═════ STORED DATA

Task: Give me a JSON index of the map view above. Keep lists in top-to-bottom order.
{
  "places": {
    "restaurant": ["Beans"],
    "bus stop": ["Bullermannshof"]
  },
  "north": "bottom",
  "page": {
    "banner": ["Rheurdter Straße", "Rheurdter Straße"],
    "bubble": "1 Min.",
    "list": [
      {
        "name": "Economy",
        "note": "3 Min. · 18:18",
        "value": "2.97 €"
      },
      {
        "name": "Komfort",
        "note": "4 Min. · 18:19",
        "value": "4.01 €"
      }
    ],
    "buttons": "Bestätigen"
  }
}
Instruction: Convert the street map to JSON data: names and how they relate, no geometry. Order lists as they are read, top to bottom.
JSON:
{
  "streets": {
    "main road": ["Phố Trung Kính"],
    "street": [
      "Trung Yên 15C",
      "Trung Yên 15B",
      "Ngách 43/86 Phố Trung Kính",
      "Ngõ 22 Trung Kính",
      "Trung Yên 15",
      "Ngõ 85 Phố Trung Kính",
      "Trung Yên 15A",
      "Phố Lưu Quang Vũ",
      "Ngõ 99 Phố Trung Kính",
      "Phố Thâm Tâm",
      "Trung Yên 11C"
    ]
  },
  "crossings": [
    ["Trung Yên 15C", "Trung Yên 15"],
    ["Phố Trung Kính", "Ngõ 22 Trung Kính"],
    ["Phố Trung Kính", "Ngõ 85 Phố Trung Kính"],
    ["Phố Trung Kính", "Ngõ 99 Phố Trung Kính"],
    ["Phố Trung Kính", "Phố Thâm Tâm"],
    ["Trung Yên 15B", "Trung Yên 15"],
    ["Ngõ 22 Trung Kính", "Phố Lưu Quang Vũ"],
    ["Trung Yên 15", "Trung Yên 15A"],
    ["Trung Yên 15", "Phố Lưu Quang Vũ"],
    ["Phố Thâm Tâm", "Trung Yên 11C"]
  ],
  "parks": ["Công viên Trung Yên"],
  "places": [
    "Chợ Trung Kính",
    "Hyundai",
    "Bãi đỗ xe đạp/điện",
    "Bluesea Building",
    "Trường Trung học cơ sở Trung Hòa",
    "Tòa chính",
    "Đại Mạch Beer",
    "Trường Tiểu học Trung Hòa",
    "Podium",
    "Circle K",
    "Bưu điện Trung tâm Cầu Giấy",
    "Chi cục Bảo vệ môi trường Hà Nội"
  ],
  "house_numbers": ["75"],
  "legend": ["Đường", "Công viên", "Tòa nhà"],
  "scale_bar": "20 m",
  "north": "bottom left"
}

══════════

— EXERCISE —
Every line of the data that holds "điện" should be counted, and only the total given.

— EXERCISE RESULT —
2